Input material:
++++

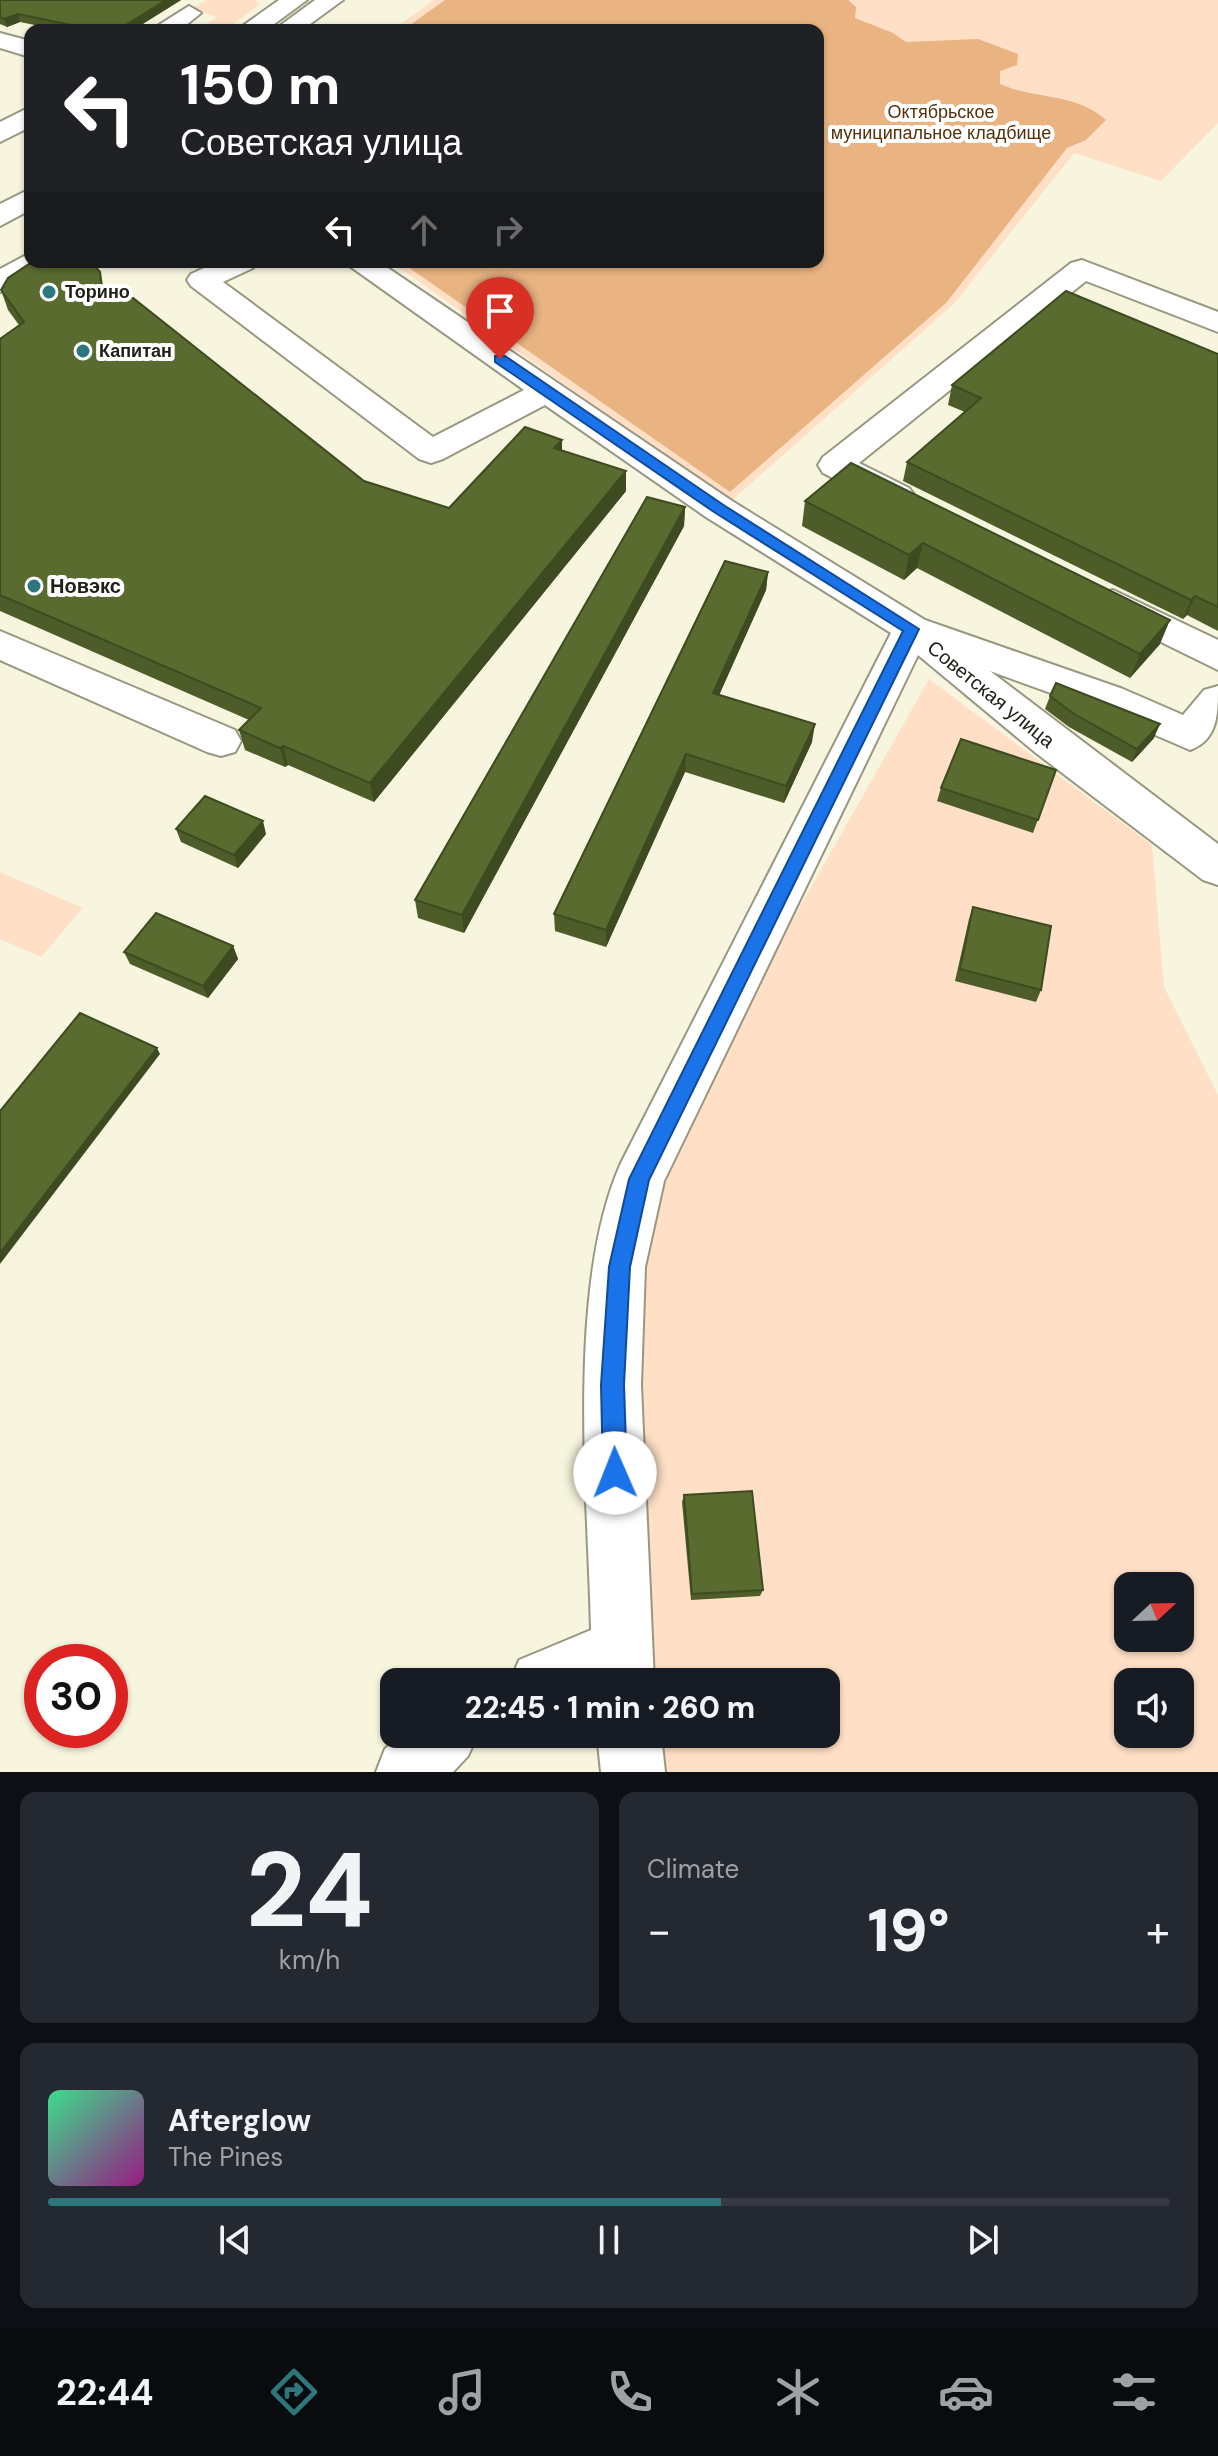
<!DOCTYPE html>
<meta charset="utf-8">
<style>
body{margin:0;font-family:"DM Sans",sans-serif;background:#242831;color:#f1f3f6;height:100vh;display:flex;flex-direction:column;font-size:30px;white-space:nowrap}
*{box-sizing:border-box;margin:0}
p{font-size:26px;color:#9ea1a6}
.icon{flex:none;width:44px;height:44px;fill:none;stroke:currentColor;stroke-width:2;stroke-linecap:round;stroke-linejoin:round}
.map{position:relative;height:1772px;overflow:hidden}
.side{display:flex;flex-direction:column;gap:20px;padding:20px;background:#0d0f14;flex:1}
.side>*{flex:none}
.hud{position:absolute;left:24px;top:24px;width:800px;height:244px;border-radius:16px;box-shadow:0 2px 6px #0004;background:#202124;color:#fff;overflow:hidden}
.needle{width:52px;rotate:68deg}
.buttons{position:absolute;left:1114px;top:1572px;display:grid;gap:16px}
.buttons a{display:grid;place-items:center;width:80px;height:80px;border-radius:16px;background:#171b24;box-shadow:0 2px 6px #0004;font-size:40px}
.speed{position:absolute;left:24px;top:1644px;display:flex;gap:16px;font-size:40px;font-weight:700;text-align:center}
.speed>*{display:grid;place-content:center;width:104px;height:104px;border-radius:50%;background:#171b24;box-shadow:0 2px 6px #0004;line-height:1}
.speed .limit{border:12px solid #d22;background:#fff;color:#111}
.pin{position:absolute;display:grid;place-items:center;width:68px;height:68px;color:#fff;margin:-82px -34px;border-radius:50% 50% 50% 0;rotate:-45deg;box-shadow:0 0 8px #0007}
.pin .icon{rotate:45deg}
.me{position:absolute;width:88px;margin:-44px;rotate:359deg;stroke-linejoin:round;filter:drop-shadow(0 0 6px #0008)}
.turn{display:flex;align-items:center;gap:28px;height:168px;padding:0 24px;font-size:36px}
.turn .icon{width:104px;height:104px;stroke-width:2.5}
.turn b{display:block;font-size:56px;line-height:68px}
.lanes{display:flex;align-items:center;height:76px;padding:0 24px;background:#0003;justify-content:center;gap:40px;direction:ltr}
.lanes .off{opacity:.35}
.big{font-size:60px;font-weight:800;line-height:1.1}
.side .card{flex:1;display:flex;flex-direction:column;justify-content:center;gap:12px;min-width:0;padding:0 28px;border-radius:16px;background:#242831}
.side .dial{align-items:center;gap:0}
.dial b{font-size:104px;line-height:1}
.song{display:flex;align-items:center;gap:24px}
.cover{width:96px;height:96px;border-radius:12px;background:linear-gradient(135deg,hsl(150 70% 55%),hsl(310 70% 35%))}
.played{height:8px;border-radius:4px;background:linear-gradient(90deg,#2c767c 60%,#363941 60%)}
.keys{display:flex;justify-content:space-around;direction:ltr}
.heat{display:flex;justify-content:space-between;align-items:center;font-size:44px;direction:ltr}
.side .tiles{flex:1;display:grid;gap:20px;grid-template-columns:1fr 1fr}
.card:last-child{grid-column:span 2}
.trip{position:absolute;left:380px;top:1668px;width:460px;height:80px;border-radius:16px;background:#171b24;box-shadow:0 2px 6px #0004;font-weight:800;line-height:80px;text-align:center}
.tabs{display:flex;height:128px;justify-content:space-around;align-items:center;background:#090b0e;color:#9ea1a6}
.tabs .icon{width:56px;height:56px}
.tabs .current{color:#2c767c}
.tabs b{font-size:36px;color:#f1f3f6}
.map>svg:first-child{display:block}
</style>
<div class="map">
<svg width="1218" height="1772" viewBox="0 0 1218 1772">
<rect width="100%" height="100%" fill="#f7f5de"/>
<!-- green -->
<g fill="#ffe0c6" fill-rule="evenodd">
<path d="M206,0H256L259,5L226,30H197L217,17L191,9Z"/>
<path d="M434,0H1218V123L1161,181L1074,153L954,304L730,502L391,262H818V30H392Z"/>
<path d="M929,679L1152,845L1164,987L1218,1095V1772H649L644,1734H826V1682H637L609,1311L652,1168ZM1128,1586H1180V1638H1128ZM1128,1682H1180V1734H1128Z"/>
<path d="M0,872L83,908L41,957L0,939Z"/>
</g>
<!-- forest -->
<path fill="#e9b382" d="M445,0H848L856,7L855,18L893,33L906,42L978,39L1018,54L1017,65L1000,71V84C1036,100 1075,92 1106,120L1086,140L1067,148L946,303L730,492L401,262H818V30H403Z"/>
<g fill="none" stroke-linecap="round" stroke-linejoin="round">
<defs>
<g id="minor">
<path d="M189,6L201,13L180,30H151Z"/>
<path d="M0,33L30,41V57L0,48Z"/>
<path d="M30,107V127L0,142V122Z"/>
<path d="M30,253V262H45C36,276 16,288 0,292V269Z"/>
<path d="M1082,260L1218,312V332L1086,281L859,463L909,488L915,496L909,504C881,511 848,485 823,473L818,465L823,457L1071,263Z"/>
<path d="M217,262H257L253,268L223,282L433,437L524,390L344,262H379L732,501L925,620L1123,689L1183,715L1204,690L1218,686C1218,714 1218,740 1190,750L1095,709L990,671L1218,844V885L1203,880L1036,753L918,655L664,1181L645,1267L641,1385L654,1682H510L519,1660L591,1630C588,1496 566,1285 621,1163L891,633L706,517L545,405L443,459L431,463L419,459L191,286L187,280L191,274Z"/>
<path d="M1113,590L1218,640V670L1100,612L1094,603L1100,594Z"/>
<path d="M0,631L235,730L241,741L235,752L221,756L207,752L0,660Z"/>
<path d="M401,1734H478L468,1756L453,1772H376L385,1749Z"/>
<path d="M597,1734H661L665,1772H601Z"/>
</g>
<g id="major">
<path d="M279,0H307L266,30H237Z"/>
<path d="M315,0H343L302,30H274Z"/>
<path d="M30,189V210L0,226V204Z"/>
</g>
</defs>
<!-- minor casing -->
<use href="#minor" stroke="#989782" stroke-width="4"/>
<!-- major casing -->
<use href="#major" stroke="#989782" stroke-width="4"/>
<!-- minor -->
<use href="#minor" fill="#fff" fill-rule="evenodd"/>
<!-- major -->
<use href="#major" fill="#fff" fill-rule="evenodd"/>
</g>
<!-- wall -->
<g fill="#4d5c28">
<path d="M0,0H181L133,30H59L20,22L7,27L0,24Z"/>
<path d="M105,288L364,481L449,508L562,450L626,491L374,802L288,765L285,767L245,750L239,730L249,720L0,611V339L19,325L8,310L1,290Z"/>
<path d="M1218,354V631L1187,615L1183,619L903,481L907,462L965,412L948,405L952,385Z"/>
<path d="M851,463L1160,644L1130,678L917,568L904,580L802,526L805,501Z"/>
<path d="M685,507L684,526L464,933L418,918L415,900Z"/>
<path d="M768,572L766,590L719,695L812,742L784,803L685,772L606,947L555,931L554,914Z"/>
<path d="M1050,696L1154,738L1132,762L1069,727L1045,709Z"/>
<path d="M1056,770L1033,833L937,801L941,788Z"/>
<path d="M176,829L266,834L238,868L181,842Z"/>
<path d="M973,907L1041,990L1036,1002L955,981L969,919Z"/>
<path d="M233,946L238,959L208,998L130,964L124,952Z"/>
<path d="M684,1495L763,1590L760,1596L691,1600L682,1502Z"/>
</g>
<!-- shaded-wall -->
<g fill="#3e4b20">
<path d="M166,0H181L133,30H118Z"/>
<path d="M18,14L20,22L7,27L4,19Z"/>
<path d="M562,440V459L554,448Z"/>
<path d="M626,471V491L374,802L370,783Z"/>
<path d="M685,507L684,526L464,933L462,915Z"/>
<path d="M923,543L917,568L904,580L909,555Z"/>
<path d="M768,572L766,590L712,711L713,693Z"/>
<path d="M1195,596L1187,615L1183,619L1191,600Z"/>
<path d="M1170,620L1160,644L1130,678L1140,654Z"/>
<path d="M815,724L812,742L784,803L786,786Z"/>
<path d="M1160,724L1154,738L1132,762L1137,749Z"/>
<path d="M283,746L288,765L285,767L280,748Z"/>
<path d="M686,754L685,772L606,947V930Z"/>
<path d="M263,821L266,834L238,868L234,855Z"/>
<path d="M233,946L238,959L208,998L203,986Z"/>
<path d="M157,1048L160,1054L0,1264V1253Z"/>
</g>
<!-- building -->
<g fill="#596b2e" stroke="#3e4b20" stroke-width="2">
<path d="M0,0H166L118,30H95L18,14L4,19L0,17Z"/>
<path d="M37,262H88L95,266L100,272L102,287L133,298L364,481L449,508L525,427L562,440L554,448L626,471L370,783L283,746L280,748L239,730L261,708L0,595V339L24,322L1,290L8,278L29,264Z"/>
<path d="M1066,291L1218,354V607L1195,596L1191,600L907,462L981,398L952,385Z"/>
<path d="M851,463L1170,620L1140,654L923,543L909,555L805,501Z"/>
<path d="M647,497L685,507L462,915L415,900Z"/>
<path d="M725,561L768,572L713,693L815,724L786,786L686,754L606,930L554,914Z"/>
<path d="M1056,683L1160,724L1137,749L1074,714L1050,696Z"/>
<path d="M961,739L1056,770L1038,820L941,788Z"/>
<path d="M205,796L263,821L234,855L176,829Z"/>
<path d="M973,907L1051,926L1041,990L960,969Z"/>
<path d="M156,913L233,946L203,986L124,952Z"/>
<path d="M80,1013L157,1048L0,1253V1111Z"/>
<path d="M752,1491L763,1590L692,1594L684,1495Z"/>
</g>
<!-- route -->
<path fill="#1a73e8" stroke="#114b97" stroke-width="2" d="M495,356H505L725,506L919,629L649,1180L630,1267L624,1385L627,1473L623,1481L615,1485L606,1481L603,1473L601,1385L609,1267L629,1179L903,631L714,512L495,362Z"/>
<!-- markers -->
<g fill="#2c767c" stroke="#fff" stroke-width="3">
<circle cx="49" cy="292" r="8"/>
<circle cx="83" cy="351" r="8"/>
<circle cx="34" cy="586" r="8"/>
</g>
<g text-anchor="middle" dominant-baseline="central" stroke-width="8" stroke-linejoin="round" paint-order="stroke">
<!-- far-park labels -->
<g font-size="18" fill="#54310a" stroke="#fff">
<text x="941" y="112">Октябрьское<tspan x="941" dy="21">муниципальное кладбище</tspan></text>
</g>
<!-- far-poi labels -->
<g font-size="18" font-weight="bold" fill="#212018" stroke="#fff" text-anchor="start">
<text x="65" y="292">Торино</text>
<text x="99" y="351">Капитан</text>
</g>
<!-- poi labels -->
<g font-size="20" font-weight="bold" fill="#212018" stroke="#fff" text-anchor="start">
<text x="50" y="586">Новэкс</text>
</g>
<!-- street labels -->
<g font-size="20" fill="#212018" stroke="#fff">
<text transform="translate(991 694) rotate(39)">Советская улица</text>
</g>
</g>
</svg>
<div class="buttons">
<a><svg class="needle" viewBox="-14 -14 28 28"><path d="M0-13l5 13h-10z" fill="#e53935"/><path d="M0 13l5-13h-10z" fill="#9ea1a6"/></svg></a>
<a><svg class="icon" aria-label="sound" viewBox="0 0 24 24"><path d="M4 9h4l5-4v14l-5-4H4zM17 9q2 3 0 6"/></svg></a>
</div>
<div class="speed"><div class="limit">30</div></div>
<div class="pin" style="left:500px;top:359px;background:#d93025"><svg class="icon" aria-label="arrive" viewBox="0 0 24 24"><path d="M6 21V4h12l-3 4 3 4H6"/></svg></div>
<svg class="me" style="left:615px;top:1473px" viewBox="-20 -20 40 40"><circle r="19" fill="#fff"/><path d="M0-13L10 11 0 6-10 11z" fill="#1a73e8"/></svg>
<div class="trip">22:45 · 1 min · 260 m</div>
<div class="hud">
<div class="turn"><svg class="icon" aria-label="left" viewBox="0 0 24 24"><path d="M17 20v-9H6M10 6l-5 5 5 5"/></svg><div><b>150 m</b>Советская улица</div></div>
<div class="lanes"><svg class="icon" aria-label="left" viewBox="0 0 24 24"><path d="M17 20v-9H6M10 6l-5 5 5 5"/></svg><svg class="icon off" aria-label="ahead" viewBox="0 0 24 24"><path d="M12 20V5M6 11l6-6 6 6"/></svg><svg class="icon off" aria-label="right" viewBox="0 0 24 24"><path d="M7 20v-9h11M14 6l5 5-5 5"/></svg></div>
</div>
</div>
<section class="side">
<div class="tiles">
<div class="card dial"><b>24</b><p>km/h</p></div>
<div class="card"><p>Climate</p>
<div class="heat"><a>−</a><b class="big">19°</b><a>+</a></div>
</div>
<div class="card">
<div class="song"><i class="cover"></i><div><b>Afterglow</b><p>The Pines</p></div></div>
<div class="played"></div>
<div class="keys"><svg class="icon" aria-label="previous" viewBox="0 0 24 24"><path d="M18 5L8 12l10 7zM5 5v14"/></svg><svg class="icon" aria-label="pause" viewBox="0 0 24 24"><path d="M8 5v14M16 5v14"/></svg><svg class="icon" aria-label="next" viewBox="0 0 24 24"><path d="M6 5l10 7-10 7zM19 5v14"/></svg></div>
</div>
</div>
</section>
<nav class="tabs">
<b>22:44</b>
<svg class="icon current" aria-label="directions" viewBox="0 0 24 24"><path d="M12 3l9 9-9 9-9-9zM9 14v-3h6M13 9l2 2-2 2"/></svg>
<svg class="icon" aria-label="music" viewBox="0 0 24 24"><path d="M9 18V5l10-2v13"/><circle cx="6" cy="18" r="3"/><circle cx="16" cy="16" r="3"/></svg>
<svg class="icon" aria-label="phone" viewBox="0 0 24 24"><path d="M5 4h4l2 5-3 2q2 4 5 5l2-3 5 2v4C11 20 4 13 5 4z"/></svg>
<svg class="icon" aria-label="climate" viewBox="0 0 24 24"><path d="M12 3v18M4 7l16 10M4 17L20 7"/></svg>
<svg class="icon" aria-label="car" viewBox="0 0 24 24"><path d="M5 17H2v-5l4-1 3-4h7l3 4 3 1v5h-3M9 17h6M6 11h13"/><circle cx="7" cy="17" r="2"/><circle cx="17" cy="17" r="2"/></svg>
<svg class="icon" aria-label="filters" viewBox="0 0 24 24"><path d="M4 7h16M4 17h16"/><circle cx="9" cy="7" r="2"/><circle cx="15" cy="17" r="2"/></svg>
</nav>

++++

Activity: Filter the records down to the lines containing the word "tiles", and copy those.

Solution:
.side .tiles{flex:1;display:grid;gap:20px;grid-template-columns:1fr 1fr}
<div class="tiles">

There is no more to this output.